Ты смотрел мне прямо в лицо, но не произнес больше ни слова. Твои черты остались прежними, мягкими и знакомыми, но осунувшимися от голода и усталости. Жозеф остановился напротив нас и, подняв уши, смотрел, как ты уходишь.
Я поставила Мелиха на землю, и он тотчас же отбежал от меня. Мне вспомнились слова Адема, сказанные прошлым вечером, и я спросила себя, не пугаю ли я своего сына, не ждет ли он с нетерпением, когда проснется отец, чтобы поведать ему свои страхи. Мне тяжело дышалось, я не могла поверить в то, что ты не узнал меня. А узнала бы тебя я, если б ты был одет в слишком заметный костюм, наряжен, как для маскарада, если бы встретился мне в незнакомом парке, прижимающим к себе ребенка, испуганным, как я сейчас, после стольких лет узнала бы я тебя?
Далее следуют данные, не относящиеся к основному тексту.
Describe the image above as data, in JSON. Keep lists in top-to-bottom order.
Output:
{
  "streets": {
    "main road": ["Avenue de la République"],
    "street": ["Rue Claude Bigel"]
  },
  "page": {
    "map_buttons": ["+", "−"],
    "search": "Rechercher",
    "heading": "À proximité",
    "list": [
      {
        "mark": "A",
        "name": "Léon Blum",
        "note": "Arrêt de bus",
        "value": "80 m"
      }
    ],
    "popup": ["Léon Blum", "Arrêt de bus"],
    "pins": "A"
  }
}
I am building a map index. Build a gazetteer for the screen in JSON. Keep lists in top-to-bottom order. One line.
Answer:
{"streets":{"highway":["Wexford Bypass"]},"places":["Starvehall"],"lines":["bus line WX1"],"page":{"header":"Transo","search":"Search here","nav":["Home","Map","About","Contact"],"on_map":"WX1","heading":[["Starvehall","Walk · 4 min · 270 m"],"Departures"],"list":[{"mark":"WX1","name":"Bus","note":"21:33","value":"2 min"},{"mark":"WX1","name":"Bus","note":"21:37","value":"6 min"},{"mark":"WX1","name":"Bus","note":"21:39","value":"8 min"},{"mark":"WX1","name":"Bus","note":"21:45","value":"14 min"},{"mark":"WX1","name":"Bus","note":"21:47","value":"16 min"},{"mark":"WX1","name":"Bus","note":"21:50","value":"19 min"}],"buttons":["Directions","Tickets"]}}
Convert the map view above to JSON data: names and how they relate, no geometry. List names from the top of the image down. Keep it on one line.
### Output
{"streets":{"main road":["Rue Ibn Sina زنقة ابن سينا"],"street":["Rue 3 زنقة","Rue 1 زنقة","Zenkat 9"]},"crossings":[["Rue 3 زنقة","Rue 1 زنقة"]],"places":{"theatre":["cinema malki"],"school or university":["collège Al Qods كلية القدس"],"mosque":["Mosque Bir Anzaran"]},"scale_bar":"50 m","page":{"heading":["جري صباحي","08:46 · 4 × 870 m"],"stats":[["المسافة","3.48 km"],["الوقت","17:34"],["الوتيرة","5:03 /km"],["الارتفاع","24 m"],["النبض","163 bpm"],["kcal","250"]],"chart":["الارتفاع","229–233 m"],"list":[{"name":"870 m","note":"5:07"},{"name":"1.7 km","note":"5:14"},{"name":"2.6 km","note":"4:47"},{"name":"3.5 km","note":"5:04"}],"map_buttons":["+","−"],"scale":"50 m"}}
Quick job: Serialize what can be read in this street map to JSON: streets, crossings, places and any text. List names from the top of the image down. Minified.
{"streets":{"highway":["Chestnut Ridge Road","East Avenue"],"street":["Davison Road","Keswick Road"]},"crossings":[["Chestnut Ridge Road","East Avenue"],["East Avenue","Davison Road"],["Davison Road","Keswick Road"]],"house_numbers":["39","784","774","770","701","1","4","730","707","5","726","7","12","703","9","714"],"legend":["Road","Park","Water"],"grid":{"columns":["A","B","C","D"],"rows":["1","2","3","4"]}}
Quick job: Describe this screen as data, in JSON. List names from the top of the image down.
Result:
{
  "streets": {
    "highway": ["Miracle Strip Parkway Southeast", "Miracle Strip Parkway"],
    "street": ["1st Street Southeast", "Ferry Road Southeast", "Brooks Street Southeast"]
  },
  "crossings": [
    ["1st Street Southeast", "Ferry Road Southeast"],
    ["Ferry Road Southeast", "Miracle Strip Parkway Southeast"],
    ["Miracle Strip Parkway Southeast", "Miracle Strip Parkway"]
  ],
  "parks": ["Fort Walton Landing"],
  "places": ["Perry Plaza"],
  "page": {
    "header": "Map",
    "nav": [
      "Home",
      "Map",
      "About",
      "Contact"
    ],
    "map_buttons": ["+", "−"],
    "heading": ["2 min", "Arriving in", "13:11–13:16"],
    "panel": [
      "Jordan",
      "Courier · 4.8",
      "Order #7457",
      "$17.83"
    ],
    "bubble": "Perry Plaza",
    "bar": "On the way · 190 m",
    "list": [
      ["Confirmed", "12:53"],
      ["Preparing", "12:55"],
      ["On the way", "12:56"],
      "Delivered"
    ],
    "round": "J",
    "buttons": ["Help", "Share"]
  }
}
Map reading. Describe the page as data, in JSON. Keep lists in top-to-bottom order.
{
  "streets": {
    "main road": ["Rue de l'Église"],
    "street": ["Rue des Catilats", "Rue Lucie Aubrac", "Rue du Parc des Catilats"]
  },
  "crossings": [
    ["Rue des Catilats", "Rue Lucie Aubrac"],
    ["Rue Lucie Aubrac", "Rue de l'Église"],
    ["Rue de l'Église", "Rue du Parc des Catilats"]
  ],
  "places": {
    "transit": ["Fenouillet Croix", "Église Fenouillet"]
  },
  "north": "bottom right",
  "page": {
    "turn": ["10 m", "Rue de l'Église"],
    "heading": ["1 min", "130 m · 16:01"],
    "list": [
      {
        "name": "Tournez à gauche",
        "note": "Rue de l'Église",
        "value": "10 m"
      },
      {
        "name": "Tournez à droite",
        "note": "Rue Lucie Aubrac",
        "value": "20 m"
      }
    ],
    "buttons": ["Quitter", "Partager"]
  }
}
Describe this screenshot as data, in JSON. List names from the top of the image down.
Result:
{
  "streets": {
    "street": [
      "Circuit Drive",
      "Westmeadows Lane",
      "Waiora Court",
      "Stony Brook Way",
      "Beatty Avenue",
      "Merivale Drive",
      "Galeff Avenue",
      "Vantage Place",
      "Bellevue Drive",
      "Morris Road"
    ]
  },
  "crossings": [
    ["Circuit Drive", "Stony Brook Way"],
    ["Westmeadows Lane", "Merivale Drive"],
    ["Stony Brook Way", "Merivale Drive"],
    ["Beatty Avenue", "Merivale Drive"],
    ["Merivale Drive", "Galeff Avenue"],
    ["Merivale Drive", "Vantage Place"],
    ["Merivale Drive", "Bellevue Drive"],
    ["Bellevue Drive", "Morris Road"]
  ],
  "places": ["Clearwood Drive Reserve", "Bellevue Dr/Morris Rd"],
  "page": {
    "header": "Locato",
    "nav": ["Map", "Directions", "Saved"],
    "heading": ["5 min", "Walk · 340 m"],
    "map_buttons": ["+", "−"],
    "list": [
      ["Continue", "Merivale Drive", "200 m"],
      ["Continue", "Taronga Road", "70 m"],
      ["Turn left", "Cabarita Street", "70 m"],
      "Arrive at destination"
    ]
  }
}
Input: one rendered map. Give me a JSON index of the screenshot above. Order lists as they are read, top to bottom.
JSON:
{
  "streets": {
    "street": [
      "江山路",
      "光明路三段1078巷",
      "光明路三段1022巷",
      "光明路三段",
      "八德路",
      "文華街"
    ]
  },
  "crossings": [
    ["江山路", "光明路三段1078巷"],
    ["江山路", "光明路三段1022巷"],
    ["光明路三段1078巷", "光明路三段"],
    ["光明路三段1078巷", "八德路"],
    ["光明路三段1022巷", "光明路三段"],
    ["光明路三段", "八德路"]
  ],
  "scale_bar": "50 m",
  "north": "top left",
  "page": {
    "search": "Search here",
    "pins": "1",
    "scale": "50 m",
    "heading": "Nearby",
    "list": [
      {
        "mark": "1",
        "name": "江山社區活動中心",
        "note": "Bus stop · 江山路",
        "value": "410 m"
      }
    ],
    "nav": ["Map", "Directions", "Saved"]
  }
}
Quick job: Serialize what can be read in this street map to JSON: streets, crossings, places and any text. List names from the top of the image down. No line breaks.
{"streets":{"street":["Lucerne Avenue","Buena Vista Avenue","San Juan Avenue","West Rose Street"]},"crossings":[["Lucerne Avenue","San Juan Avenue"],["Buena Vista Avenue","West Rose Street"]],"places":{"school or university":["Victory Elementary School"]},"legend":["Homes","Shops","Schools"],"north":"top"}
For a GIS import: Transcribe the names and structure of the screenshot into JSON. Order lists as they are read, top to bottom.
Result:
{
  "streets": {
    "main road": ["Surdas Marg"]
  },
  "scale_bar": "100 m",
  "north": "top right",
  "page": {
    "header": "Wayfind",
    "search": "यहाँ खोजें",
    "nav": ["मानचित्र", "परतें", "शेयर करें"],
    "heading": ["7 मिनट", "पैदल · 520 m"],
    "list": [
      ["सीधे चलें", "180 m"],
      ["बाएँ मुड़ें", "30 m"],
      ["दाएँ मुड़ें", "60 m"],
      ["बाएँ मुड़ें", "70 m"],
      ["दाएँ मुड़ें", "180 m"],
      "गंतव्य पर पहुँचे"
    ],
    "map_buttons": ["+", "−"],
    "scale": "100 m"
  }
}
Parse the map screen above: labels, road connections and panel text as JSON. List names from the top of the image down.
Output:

Я отпустила руку Кармина, и он один подошел к пруду, касаясь пальцами каменного бортика, затем сел почти на то же место, где до этого сидел ты. Посидев так немного, он протянул руку над водой, чтобы ощутить ее прохладу, и, не поворачивая головы и не снимая очков, сказал:
— Мы совсем не обязаны рисовать сегодня, если вам не хочется.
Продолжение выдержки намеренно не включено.